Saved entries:
-- -- --

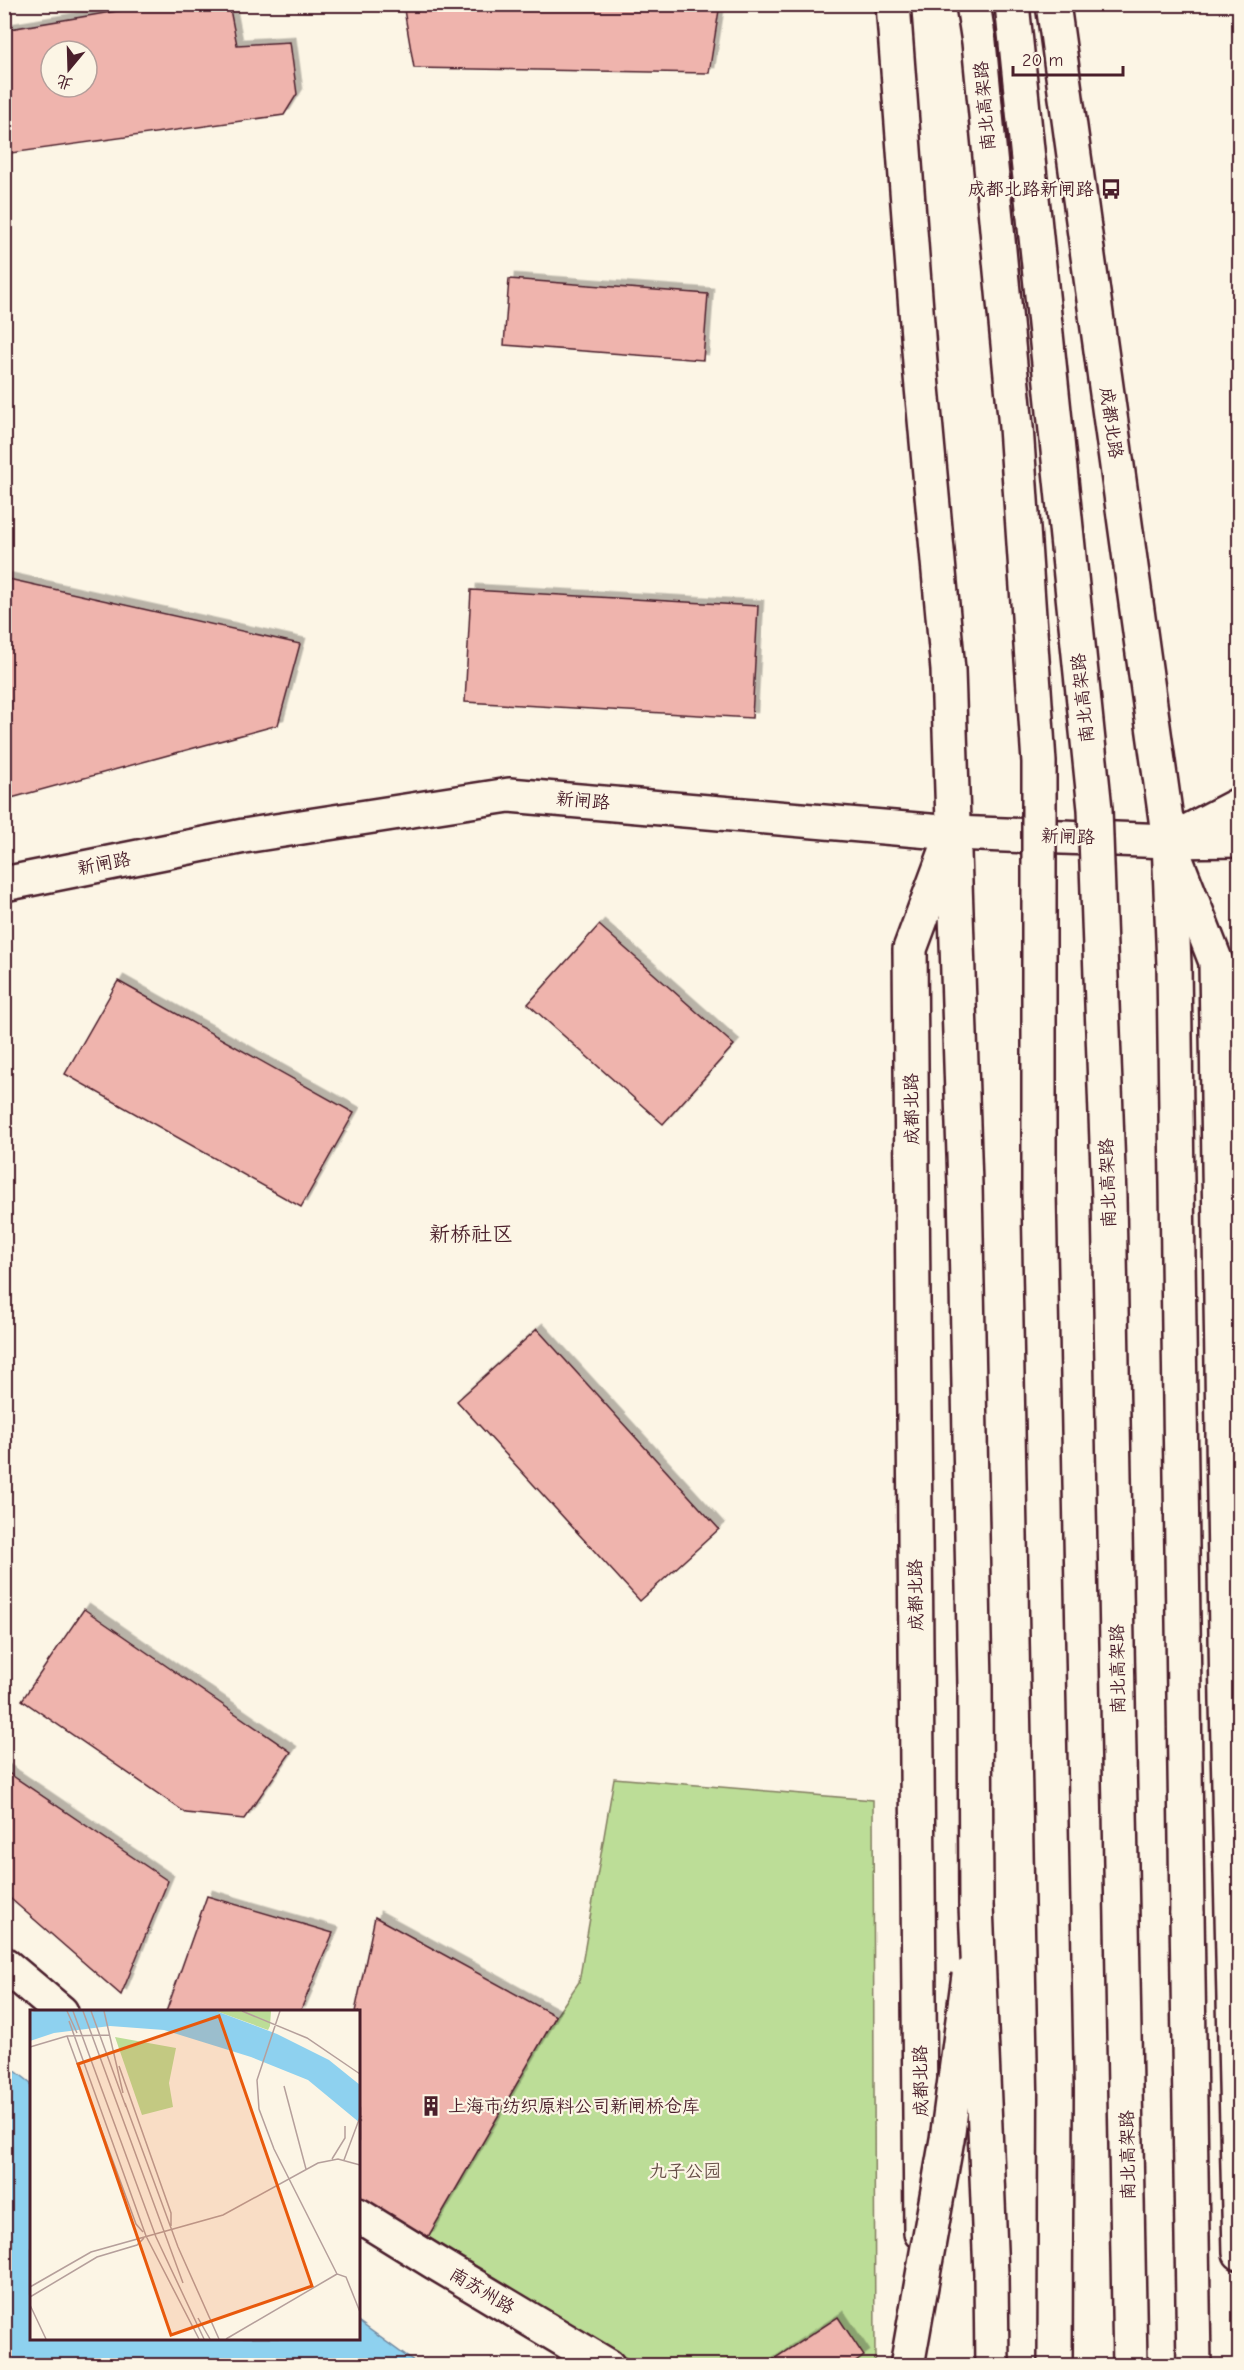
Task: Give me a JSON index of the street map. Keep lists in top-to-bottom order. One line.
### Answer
{"streets":{"main road":["南北高架路","成都北路","新闸路","南苏州路"]},"crossings":[["成都北路","新闸路"]],"districts":["新桥社区"],"parks":["九子公园"],"places":{"bus stop":["成都北路新闸路"],"building":["上海市纺织原料公司新闸桥仓库"]},"scale_bar":"20 m","north":"bottom"}
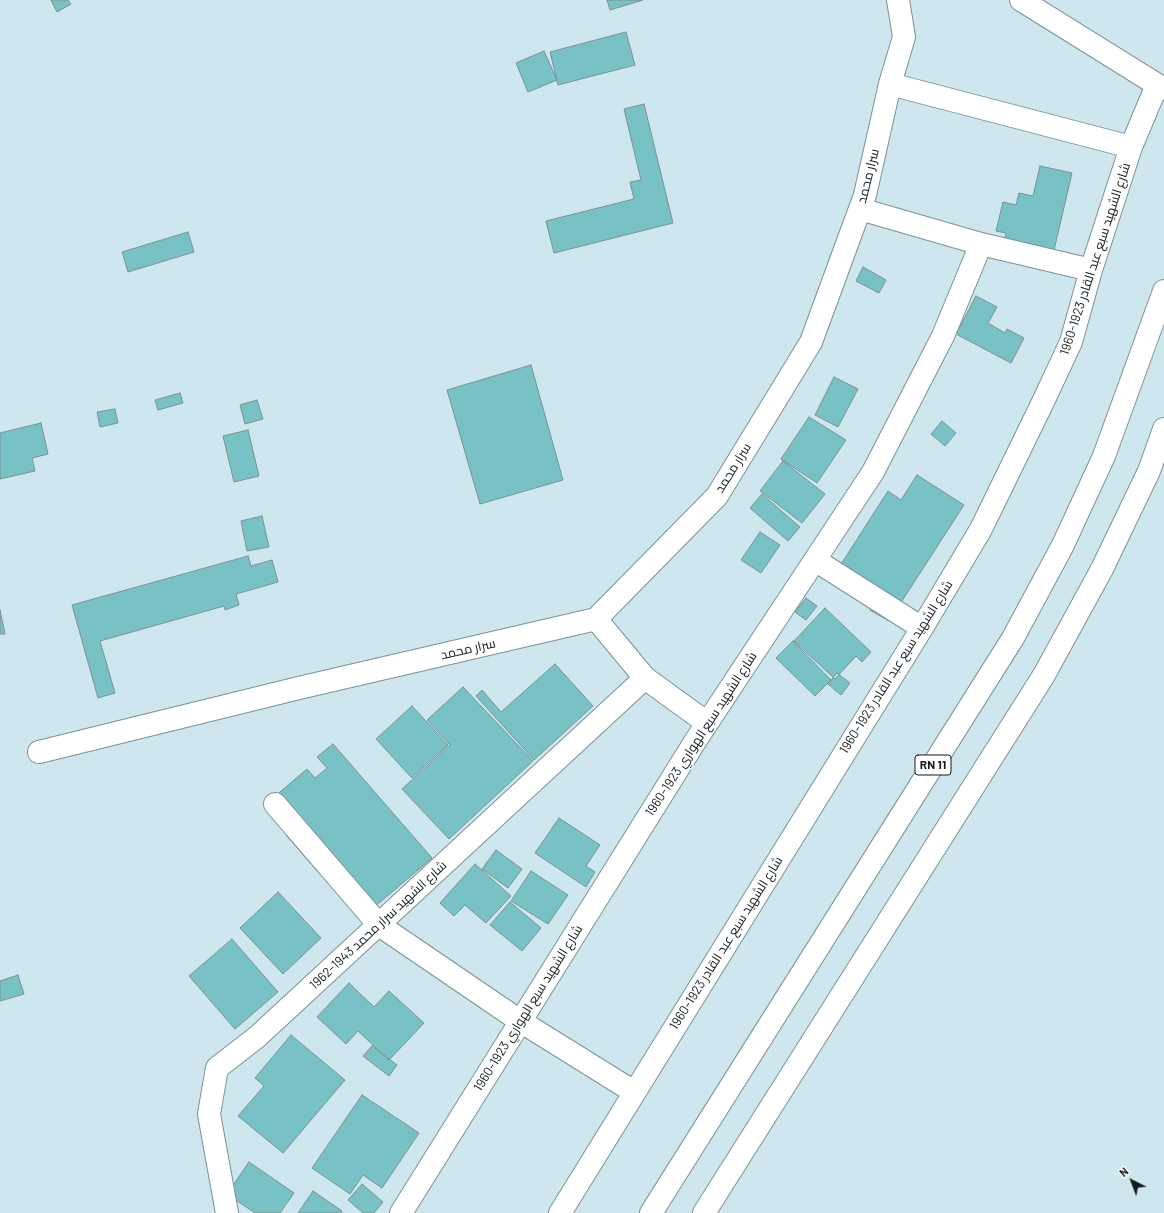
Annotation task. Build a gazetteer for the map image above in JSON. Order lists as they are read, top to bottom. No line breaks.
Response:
{"streets":{"main road":["سرار محمد","شارع الشهيد سبع عبد القادر 1923-1960","شارع الشهيد سبع الهواري 1923-1960","RN 11","شارع الشهيد سرار محمد 1943-1962"]},"north":"top left"}
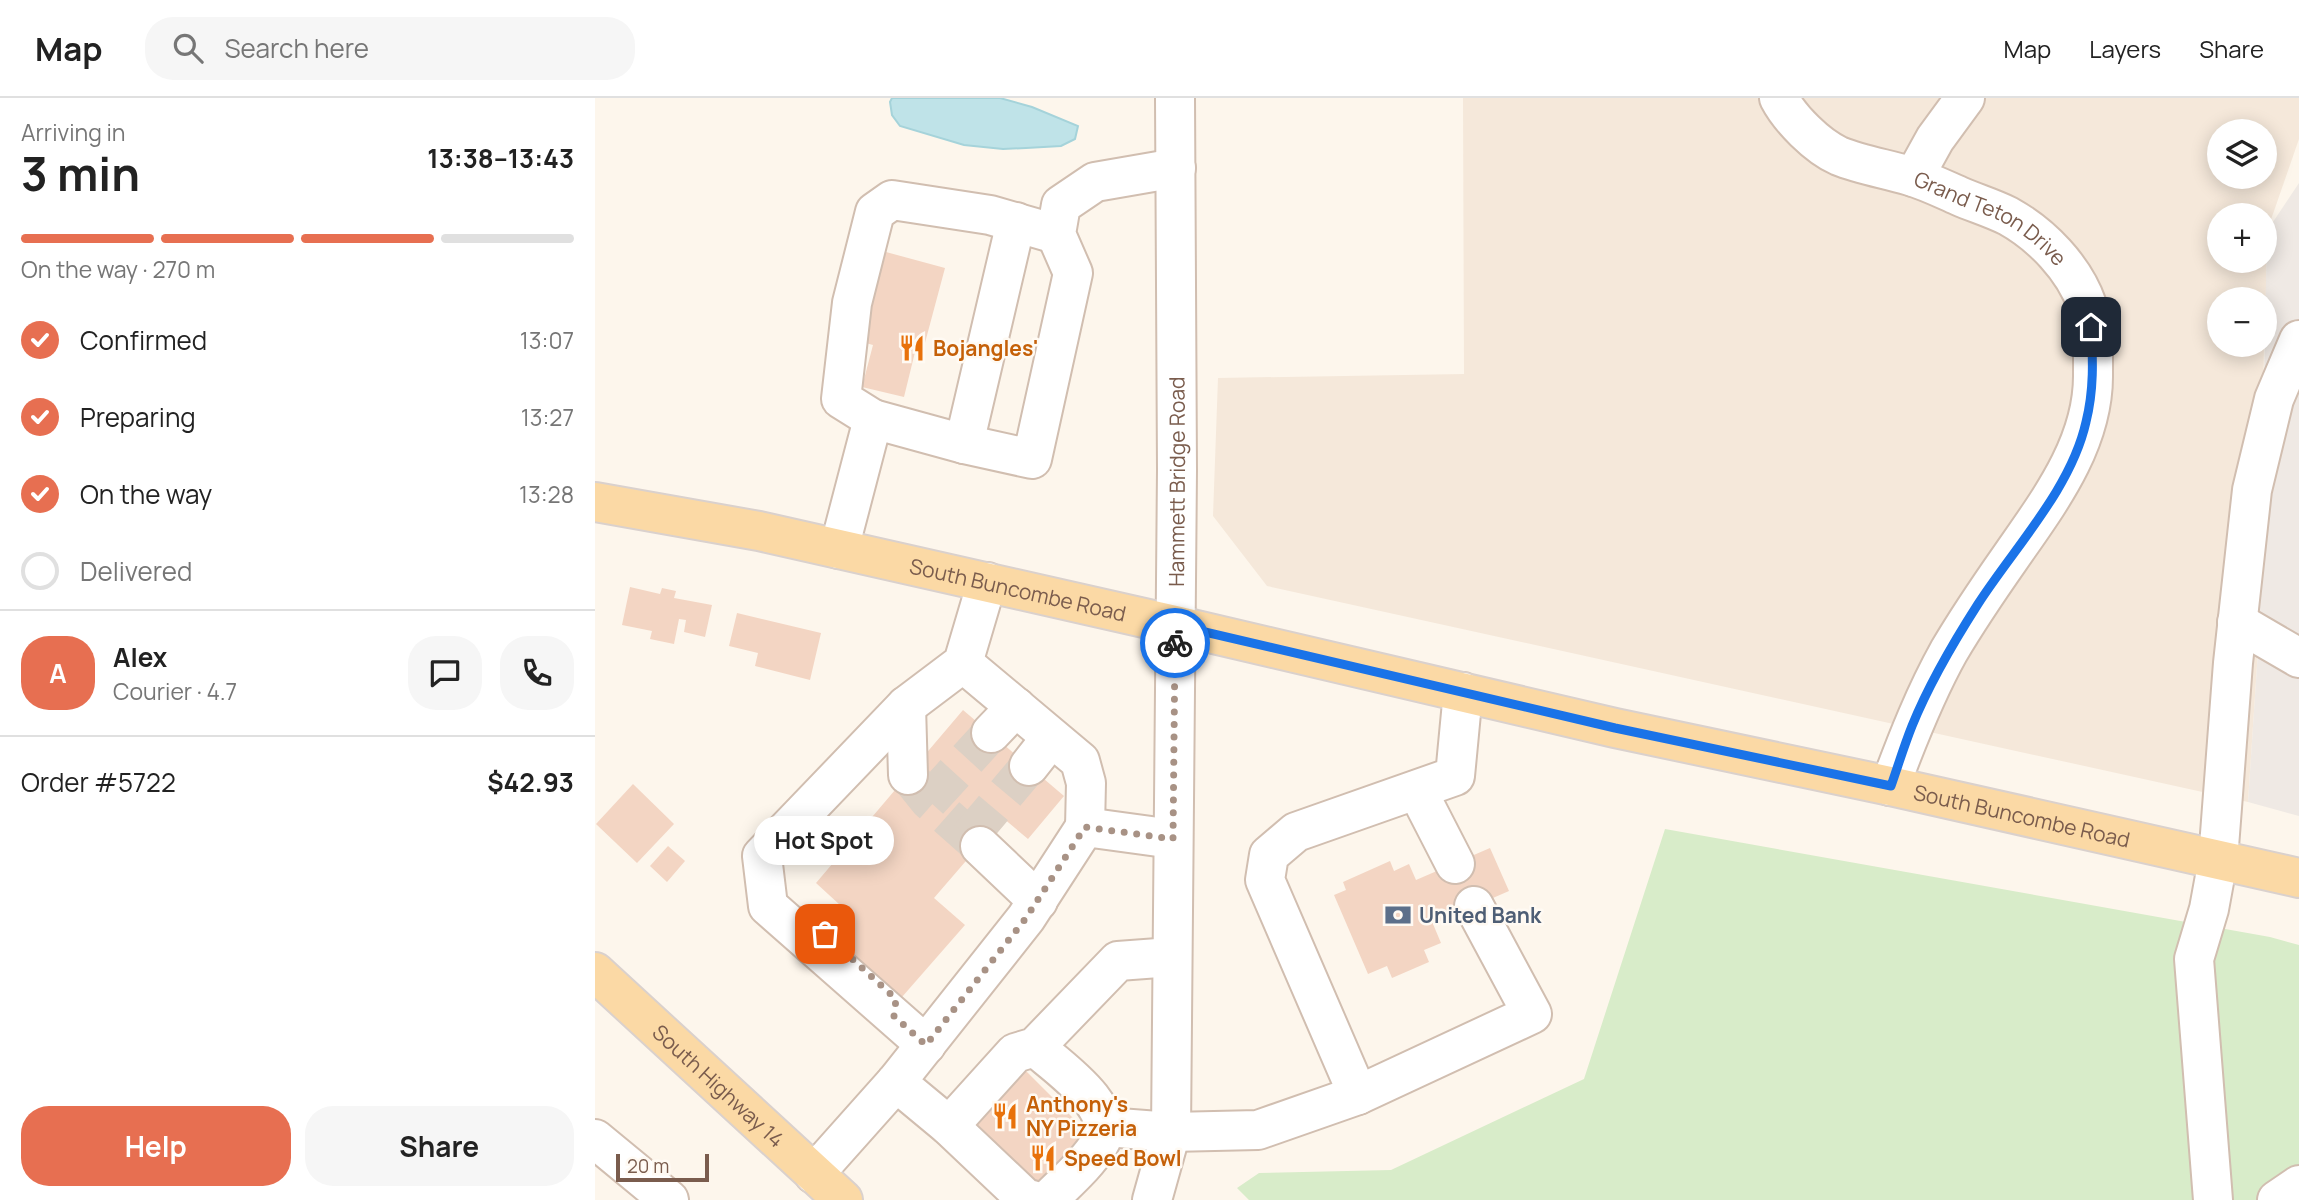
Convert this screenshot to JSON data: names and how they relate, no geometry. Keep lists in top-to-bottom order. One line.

-- -- --

Only lines containing the word "Keep" should appear in the answer, and every such line from the records above must be there.

▸ **Exercise output**:
Task: Give me a JSON index of the street map. Keep lists in top-to-bottom order. One line.
Convert this screenshot to JSON data: names and how they relate, no geometry. Keep lists in top-to-bottom order. One line.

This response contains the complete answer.